It’s inevitable when buying a property that people start to think about what they would like. They don’t see properties through business eyes on their first purchase; they see properties as they would as a homebuyer, as that’s where their personal experience lies.

As a result, they decide to purchase a property that isn’t specifically targeted at any one section of the rental market, a property that would be nice to live in but just isn’t a viable investment.

#2 – They refuse advice

There are various sources of advice during the property investment buying process; surveyors, real estate agents, even experienced landlords on internet forums. However, many first-time prospective landlords have a tendency to try and break the mold, do things differently, and refuse to follow generally accepted wisdom.

Maybe, one time in a thousand, someone ‘doing something different’ is actually beneficial– but for the most part, advice is something that has to be soaked up like a sponge in the real estate business. By choosing to ignore the wisdom offered from various sources, first-time landlords can find themselves the victims of hubris, and make an expensive mistake as a result.

#3 – Buying a property just for the sake of buying it

If someone has made the decision to become a landlord, then they may feel they want to get started as soon as possible. That means they are liable to jump into the first deal that sounds remotely workable to them, buying a property not because it’s absolutely the right choice, but because it’s available, they can afford it, and they decide they might as well go for it.
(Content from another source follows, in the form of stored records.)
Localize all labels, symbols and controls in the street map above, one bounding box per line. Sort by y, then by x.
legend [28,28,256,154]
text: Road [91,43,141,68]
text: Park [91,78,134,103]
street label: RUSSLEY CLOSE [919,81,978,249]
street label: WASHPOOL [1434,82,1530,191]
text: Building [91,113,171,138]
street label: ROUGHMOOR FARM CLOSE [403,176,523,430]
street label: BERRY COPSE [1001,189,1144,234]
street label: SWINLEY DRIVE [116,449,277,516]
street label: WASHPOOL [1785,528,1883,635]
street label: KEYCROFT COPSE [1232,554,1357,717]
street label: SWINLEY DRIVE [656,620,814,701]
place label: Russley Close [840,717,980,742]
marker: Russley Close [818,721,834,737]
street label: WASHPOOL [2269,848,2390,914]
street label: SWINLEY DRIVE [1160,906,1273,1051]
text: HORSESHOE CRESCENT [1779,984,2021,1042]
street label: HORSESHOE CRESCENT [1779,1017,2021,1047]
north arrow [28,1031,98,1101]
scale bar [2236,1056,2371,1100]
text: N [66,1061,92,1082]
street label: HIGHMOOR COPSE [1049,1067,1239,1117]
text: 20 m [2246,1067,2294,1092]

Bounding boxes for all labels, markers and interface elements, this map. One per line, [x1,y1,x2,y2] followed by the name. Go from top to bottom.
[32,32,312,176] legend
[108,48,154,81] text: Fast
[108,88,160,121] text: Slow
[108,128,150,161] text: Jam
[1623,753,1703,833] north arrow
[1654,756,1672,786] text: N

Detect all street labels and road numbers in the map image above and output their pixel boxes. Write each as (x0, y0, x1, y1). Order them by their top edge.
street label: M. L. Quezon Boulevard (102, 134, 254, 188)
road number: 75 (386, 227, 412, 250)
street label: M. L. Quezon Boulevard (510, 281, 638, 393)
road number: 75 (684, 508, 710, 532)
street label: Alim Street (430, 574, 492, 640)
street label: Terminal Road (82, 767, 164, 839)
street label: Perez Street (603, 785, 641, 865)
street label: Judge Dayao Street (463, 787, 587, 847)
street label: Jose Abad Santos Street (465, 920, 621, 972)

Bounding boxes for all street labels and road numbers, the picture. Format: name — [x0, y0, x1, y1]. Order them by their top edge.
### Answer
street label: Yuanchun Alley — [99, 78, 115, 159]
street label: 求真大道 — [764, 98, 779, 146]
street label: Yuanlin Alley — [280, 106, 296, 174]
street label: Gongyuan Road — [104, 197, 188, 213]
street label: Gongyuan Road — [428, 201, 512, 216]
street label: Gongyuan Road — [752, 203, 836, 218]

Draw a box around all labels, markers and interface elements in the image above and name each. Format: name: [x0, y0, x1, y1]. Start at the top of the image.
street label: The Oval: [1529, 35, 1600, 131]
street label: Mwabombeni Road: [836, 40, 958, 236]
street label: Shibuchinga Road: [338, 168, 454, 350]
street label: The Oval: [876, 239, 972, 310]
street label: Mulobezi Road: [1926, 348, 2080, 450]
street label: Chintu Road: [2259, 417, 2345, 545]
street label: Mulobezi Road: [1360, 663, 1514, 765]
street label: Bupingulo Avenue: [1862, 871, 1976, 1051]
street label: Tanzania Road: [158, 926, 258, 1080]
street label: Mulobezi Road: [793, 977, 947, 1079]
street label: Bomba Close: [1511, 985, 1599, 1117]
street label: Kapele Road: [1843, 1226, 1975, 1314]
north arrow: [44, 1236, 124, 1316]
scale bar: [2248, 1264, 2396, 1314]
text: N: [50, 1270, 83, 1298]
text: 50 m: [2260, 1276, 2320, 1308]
The danger of this is clear; a property bought just for the sake of it is not a wise investment. New landlords can land themselves in hot water if their snap-decision property turns out to need more work than they expected, or is located in an area that no one wants to rent from. By fast-forwarding the process, they miss crucial signs that suggest a property is not actually a viable choice, and often have to spend a fortune rectifying the mistake.

In conclusion

Now that you know what the most common new landlord mistakes are, you can avoid them, and ensure you select a property that is genuinely viable as a rental investment. If you get your property right, then the sky is the limit for how far your property portfolio aspirations can go.